On 7/29/2016 12:48 AM, Andrew Dinn wrote:
It might be worth pointing out at this stage in the discussion that
ACC_SYNTHETIC was never given a hard and fast meaning whose logic
transcends the vagaries of what javac decided to use it for -- citation,
Neal Gafter in a thread I was involved in many years ago on the meaning
of this term:

Said definition:

http://mail.openjdk.java.net/pipermail/compiler-dev/2010-August/002257.html

and explanation:

http://mail.openjdk.java.net/pipermail/compiler-dev/2010-August/002258.html

On the contrary, Neal and I agree on the hard and fast meaning of ACC_SYNTHETIC. The second link says:

"As a simple example, the compiler-provided default constructor is added by the compiler, but it is not synthetic because it is supposed to be visible for the purposes of the language. The synthetic flag was systematically added to precisely those symbols that should not be visible in the language."
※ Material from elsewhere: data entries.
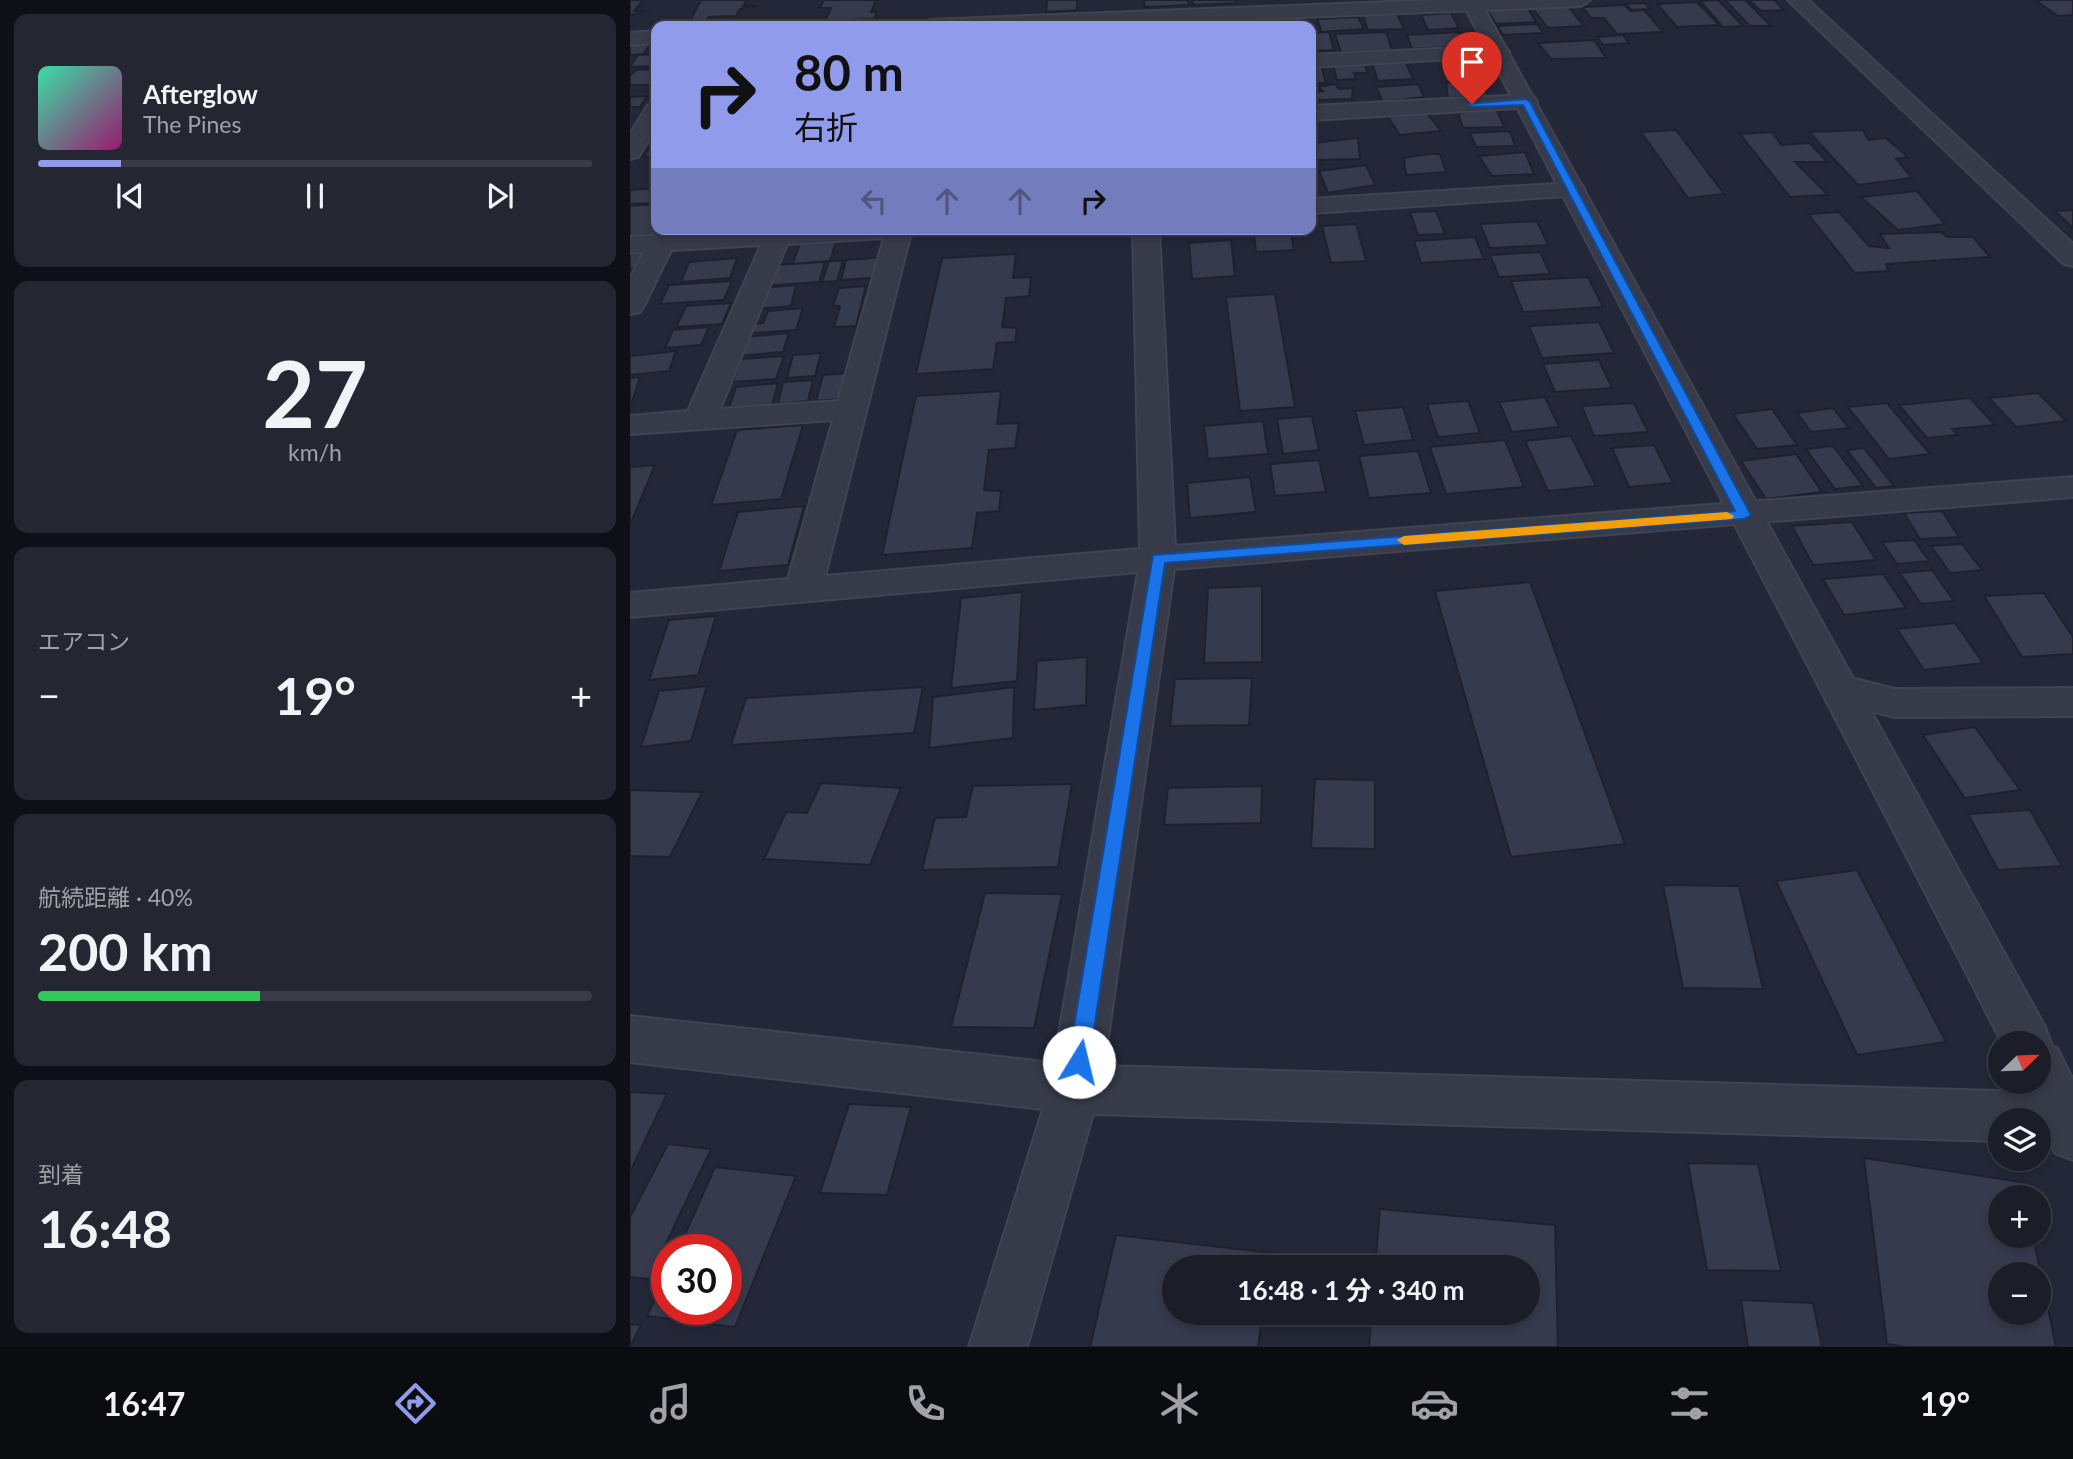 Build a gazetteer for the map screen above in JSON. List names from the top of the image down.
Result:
{
  "north": "top right",
  "page": {
    "turn": ["80 m", "右折"],
    "song": ["Afterglow", "The Pines"],
    "tile": [
      ["27", "km/h"],
      "エアコン",
      ["航続距離 · 40%", "200 km"],
      ["到着", "16:48"]
    ],
    "heat": ["−", "19°", "+"],
    "map_buttons": ["+", "−"],
    "limit": "30",
    "trip": "16:48 · 1 分 · 340 m",
    "tabs": ["16:47", "19°"]
  }
}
The default ctor, specified in JLS 8.8.9, is not present in source code but is nevertheless not marked as ACC_SYNTHETIC. It is the poster child for ACC_MANDATED. In terms of the first link, the default ctor is plainly used for semantic analysis so ACC_SYNTHETIC is inappropriate.

The problem is that I can't go back in time to JVMS1 and add ACC_MANDATED to ClassFile.access_flags, field_info.access_flags, and method_info.access_flags. There are some classes, fields, and methods on this Earth marked ACC_SYNTHETIC which "should" be ACC_MANDATED because they're JLS-defined. As we define new class file artifacts, we can specify the ACC_SYNTHETIC mask and the ACC_MANDATED mask to allow more precise recording of "origin".